= Malt granules =

Malt granules are granules produced from malt, via a dried liquid wort, which can then be used for in production of beverages and food products. Malt granules are dissolved in water before use, and have a range of different applications, especially in beverage production.

== Production ==
The first step in malt granule production is to produce a wort in a brewery. This wort is then dried (using a process such as the fluid bed technique, yielding the wort in a dried, granular form).
Dissolving these granules will reproduce the original wort, retaining aroma compounds. This reconstituted wort can then be used in further brewing processes.

== Applications ==
Malt granules can be used in fermentation plants in the brewing or distilling industry, as well as for soft drink manufacture.
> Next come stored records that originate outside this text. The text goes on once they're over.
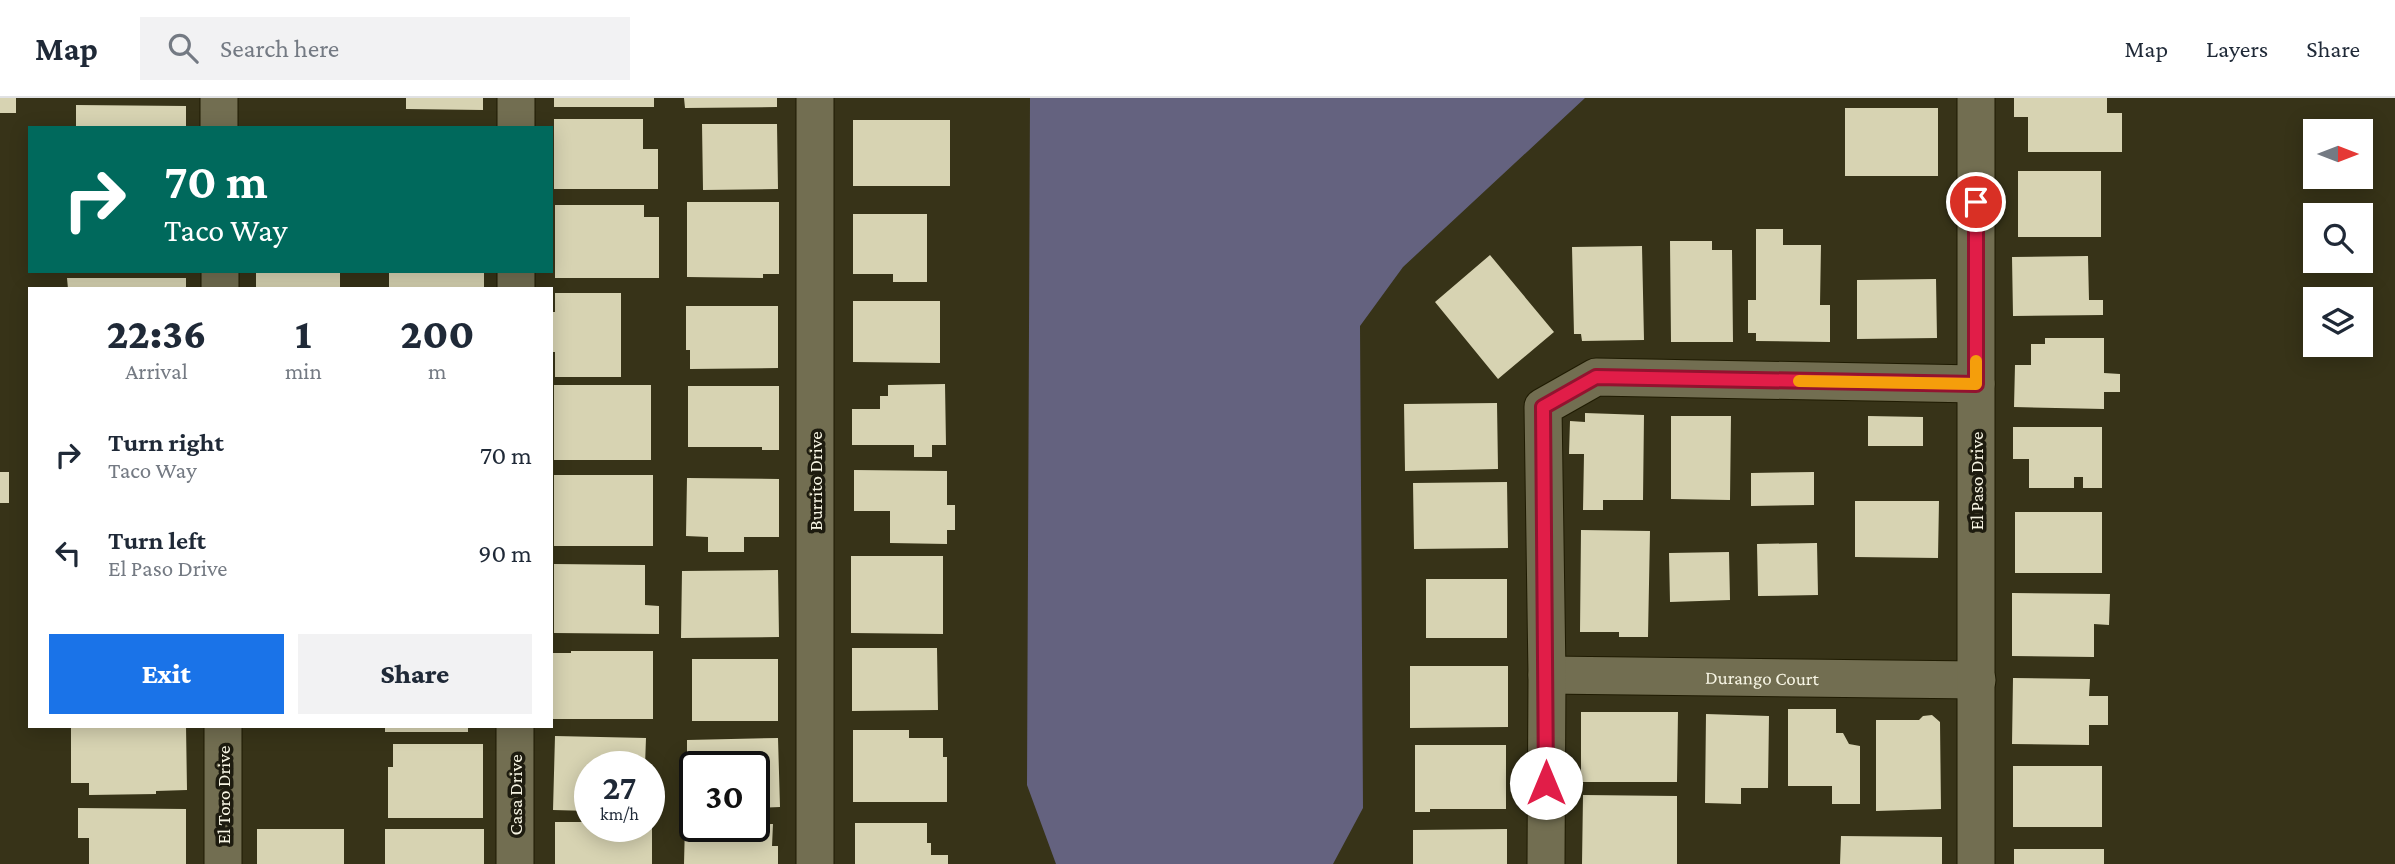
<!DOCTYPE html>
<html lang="en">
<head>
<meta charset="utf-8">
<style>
  body { margin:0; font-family:"Crimson Pro",serif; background:#f2f2f3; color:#1f2937; height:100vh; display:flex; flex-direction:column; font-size:26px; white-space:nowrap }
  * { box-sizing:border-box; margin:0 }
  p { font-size:23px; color:#747a83 }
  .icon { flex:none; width:38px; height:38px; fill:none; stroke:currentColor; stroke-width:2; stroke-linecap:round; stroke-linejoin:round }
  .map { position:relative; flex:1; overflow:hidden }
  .side { position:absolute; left:28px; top:189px; width:525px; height:441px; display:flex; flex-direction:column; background:#fff; border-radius:0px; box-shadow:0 4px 18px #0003 }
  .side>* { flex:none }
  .top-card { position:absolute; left:28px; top:28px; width:525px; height:147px; border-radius:0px; box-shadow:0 4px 18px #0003; background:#00695c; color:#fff; overflow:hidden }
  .needle { width:46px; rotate:90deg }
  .controls { position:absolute; left:2303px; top:21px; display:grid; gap:14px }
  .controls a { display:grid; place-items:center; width:70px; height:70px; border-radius:0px; background:#fff; box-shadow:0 4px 18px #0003; font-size:35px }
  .speed { position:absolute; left:574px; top:653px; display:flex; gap:14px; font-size:35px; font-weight:700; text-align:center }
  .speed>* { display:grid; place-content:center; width:91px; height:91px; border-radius:50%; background:#fff; box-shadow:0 4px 18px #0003; line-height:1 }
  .speed small { font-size:18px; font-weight:400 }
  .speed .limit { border:4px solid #111; border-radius:10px; background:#fff; color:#111 }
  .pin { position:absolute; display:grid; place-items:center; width:60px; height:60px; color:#fff; margin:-30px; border:4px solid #fff; border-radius:50%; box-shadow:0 2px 7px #0007 }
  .me { position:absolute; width:77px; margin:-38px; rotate:0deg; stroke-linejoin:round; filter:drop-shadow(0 0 5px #0008) }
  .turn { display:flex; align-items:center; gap:24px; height:147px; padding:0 21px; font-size:32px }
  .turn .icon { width:91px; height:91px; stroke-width:2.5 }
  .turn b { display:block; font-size:49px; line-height:60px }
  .eta { display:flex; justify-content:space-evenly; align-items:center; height:119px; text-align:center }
  .eta b { font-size:42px; font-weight:800; line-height:49px }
  .button { display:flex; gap:14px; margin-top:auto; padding:14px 21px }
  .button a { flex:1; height:80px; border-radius:0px; background:#1a73e8; color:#fff; font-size:28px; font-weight:800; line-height:80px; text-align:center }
  .button a+a { background:#f2f2f3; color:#1f2937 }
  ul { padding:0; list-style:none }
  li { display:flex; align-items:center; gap:21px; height:98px; padding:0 21px }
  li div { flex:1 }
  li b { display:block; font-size:26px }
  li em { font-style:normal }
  header { display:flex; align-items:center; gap:42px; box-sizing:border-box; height:98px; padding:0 35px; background:#fff; border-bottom:2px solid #e0e1e3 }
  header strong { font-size:33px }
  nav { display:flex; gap:38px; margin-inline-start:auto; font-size:24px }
  .search { width:490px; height:63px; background:#f2f2f3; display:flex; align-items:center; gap:18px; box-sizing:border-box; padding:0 24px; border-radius:0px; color:#747a83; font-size:26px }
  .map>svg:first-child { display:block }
  .water { fill:#64627f }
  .building { fill:#d7d3b2 }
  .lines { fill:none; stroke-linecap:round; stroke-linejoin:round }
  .minor-casing { stroke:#1f1b02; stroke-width:39 }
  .minor { stroke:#726e51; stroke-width:37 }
  .route-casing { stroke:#92132f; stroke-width:18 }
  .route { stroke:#e11d48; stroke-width:12 }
  .slow { stroke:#f59e0b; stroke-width:12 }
  .labels { text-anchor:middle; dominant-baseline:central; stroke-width:7; stroke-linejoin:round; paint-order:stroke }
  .street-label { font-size:19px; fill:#f7f5e4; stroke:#1d1b0f }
</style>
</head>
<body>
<header>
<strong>Map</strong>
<div class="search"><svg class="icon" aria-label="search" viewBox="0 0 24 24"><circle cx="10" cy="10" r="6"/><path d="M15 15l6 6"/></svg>Search here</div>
<nav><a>Map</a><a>Layers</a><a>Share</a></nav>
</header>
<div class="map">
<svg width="2395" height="766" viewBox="0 0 2395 766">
  <rect width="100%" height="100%" fill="#373318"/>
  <path class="water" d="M1030 0H1585L1403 169 1360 228 1363 710 1333 766H1056L1027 687Z"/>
  <path class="building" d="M0 0H16V15H0Z
    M406 0H483V12L406 11Z
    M554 0H654V9H554Z
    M684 0H777V9L685 10Z
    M2014 0H2107V15H2122V54H2028V19H2014Z
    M76 7 186 8V30H76Z
    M1845 10H1938V78H1845Z
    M554 21H643V51H658V91H554Z
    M853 22H950V88H853Z
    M702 26H777L778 91 703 92Z
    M2018 73H2101V139H2018Z
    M687 104H779V176H763V180L687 179Z
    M555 107H644V119H659V180H555Z
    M853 116H927V184H893V176H853Z
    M1756 131H1783V147H1821L1820 207H1830V244L1756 243V235H1748V202H1756Z
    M1670 143H1712V152H1732L1733 244H1671Z
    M1642 148 1644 242 1582 243 1581 236H1574L1572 149Z
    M1490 157 1554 234 1498 281 1435 204Z
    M2088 158 2089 202H2103V217L2013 218 2012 159Z
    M256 173H340V191H256Z
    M389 173H484V191H389Z
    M67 180H186V191H68Z
    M1936 181 1937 240 1857 241V182Z
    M555 195H621V279H555V254H551V214H555Z
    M853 203H940V265L853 264Z
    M686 208H778V270L690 271V252H686Z
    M2045 240H2104V275L2120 276V294H2104V311L2014 309 2015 267H2031V246H2045Z
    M945 286 946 347H932V359H914V347H852V311H880V298H888V287Z
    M554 287H651V362H554Z
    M688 288H779V352H762V349H688Z
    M1497 305 1498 371 1405 373 1404 306Z
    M1585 315 1644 317 1643 402H1603V412H1583L1584 356H1569L1570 323 1585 324Z
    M1671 318H1731L1730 402 1671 401Z
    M1868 318 1923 319V348H1868Z
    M2013 329H2102V390H2083V379H2074V390H2029V361H2013Z
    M854 372 947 373V407H955V432H947V446L890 445V413H854Z
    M0 374H9V405H0Z
    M1814 374V407L1751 408V375Z
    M554 377H653V448H554Z
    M687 380 779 381V439H744V454H708V439L686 438Z
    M1507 384 1508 450 1414 451 1413 385Z
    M1855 403H1939L1938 460 1855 459Z
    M2015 414H2102V475H2015Z
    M1581 432 1650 433 1648 539H1619V534H1580Z
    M1817 445 1818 497 1758 498 1757 446Z
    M1729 454 1730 502 1670 504 1669 455Z
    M851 458H943V536L851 535Z
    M554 466 645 467V507L659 508V536L554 535Z
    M778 472 779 539 681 540 682 473Z
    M1426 481H1507V540H1426Z
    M2012 495 2110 496 2109 527 2094 526V559L2012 558Z
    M852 550H937L938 612 852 613Z
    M571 553H653V621H553V555H571Z
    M692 561H778V623H692Z
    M1410 568H1508V629L1410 630Z
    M2013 580 2090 581 2089 598H2108V627H2089V647L2012 646Z
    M1788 611H1836V635H1843L1849 646 1860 648V706H1832V688H1788Z
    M1581 614H1678L1677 684H1581Z
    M1706 616 1769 618 1768 690H1741V706L1705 705Z
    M1932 617 1940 624 1941 711 1876 713V622H1919L1923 618Z
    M71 628H186L187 692 156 693V696L89 697V685H71Z
    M385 628H468V634H385Z
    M853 632H909V640H943V659H947V704H853Z
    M555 638 646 640 645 668H590V713L553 712Z
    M778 640 780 709 754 710V668H695V678H687V642Z
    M393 646H483V720H388V669H393Z
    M1415 647H1506V711H1430V714H1415Z
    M2013 668H2102V729H2013Z
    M1583 697 1677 698V766H1582Z
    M78 710 186 711V766H89V740H78Z
    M555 724H590V728H652V766H555Z
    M685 725H695V728L773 726 772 748H778V766H684Z
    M855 725H927V745H931V757H948V766H855Z
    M257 731H344V766H257Z
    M385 731H484V766H385Z
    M1507 731V766H1413V732Z
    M1841 738 1942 739V766H1840Z
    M2014 751H2104V766H2014Z"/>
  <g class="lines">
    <g class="minor-casing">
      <g id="minor">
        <path d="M219 0V30"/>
        <path d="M815 0V766"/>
        <path d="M516 30V0"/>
        <path d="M220 173V191"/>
        <path d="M516 191V173"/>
        <path id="s1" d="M1547 577 1977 582"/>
        <path d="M223 628V766"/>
        <path d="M515 766V628"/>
        <path d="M1546 766 1547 577 1543 309 1596 279 1976 286"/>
        <path d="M1976 766V0"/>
      </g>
    </g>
    <use href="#minor" class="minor"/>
  </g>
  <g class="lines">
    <g class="route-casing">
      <path id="route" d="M1546 685 1543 309 1596 279 1976 286V104"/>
    </g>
    <use href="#route" class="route"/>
    <path class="slow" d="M1799 283 1976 286V263"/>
  </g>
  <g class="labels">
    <g class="street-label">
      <text transform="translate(815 383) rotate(-90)">Burrito Drive</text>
      <text transform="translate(1976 383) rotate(-90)">El Paso Drive</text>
      <text stroke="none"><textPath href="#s1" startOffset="215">Durango Court</textPath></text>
      <text transform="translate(223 697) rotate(-90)">El Toro Drive</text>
      <text transform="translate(515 697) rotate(-90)">Casa Drive</text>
    </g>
  </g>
</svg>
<div class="controls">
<a><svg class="needle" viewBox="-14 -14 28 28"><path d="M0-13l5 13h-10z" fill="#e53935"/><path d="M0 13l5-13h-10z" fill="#747a83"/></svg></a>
<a><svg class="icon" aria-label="search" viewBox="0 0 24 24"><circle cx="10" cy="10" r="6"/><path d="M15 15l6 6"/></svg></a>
<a><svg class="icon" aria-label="layers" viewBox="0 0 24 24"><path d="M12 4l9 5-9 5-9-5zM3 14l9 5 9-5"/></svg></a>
</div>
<div class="speed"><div>27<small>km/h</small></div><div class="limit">30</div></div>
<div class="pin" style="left:1976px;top:104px;background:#d93025"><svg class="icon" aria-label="arrive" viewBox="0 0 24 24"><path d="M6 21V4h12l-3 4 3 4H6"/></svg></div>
<svg class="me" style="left:1546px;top:685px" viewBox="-20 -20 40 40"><circle r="19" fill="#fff"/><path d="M0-13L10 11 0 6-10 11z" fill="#e11d48"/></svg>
<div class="top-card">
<div class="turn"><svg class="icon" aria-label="right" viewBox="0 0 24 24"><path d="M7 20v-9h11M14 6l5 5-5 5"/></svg><div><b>70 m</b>Taco Way</div></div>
</div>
<section class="side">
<div class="eta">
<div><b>22:36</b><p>Arrival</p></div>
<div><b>1</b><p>min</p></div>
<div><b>200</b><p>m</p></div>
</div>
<ul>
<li><svg class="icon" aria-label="right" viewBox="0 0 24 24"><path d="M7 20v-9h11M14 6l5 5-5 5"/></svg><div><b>Turn right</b><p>Taco Way</p></div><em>70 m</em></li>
<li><svg class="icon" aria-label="left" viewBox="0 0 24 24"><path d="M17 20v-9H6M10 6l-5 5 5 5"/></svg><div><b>Turn left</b><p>El Paso Drive</p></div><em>90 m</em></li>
</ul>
<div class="button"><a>Exit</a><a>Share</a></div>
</section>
</div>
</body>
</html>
In particular, malt granules can be used in the same applications as its as described in detail at the malt article, in particular in beverages, including in malted milk), malt beverages with different flavors (e.g. Malta), energy drinks made with malt-sugar, and non-alcoholic beer.

== Advantages ==
The advantage for said method for the production of granulates is that no loss of quality in the wort occurs during suitable temperature changes during the drying. The granulate can thus be coated with one or several further coatings, in particular with further flavorings. Above all flavorings can be encapsulated within the dried wort, such that the above is not lost on storage and possible transport.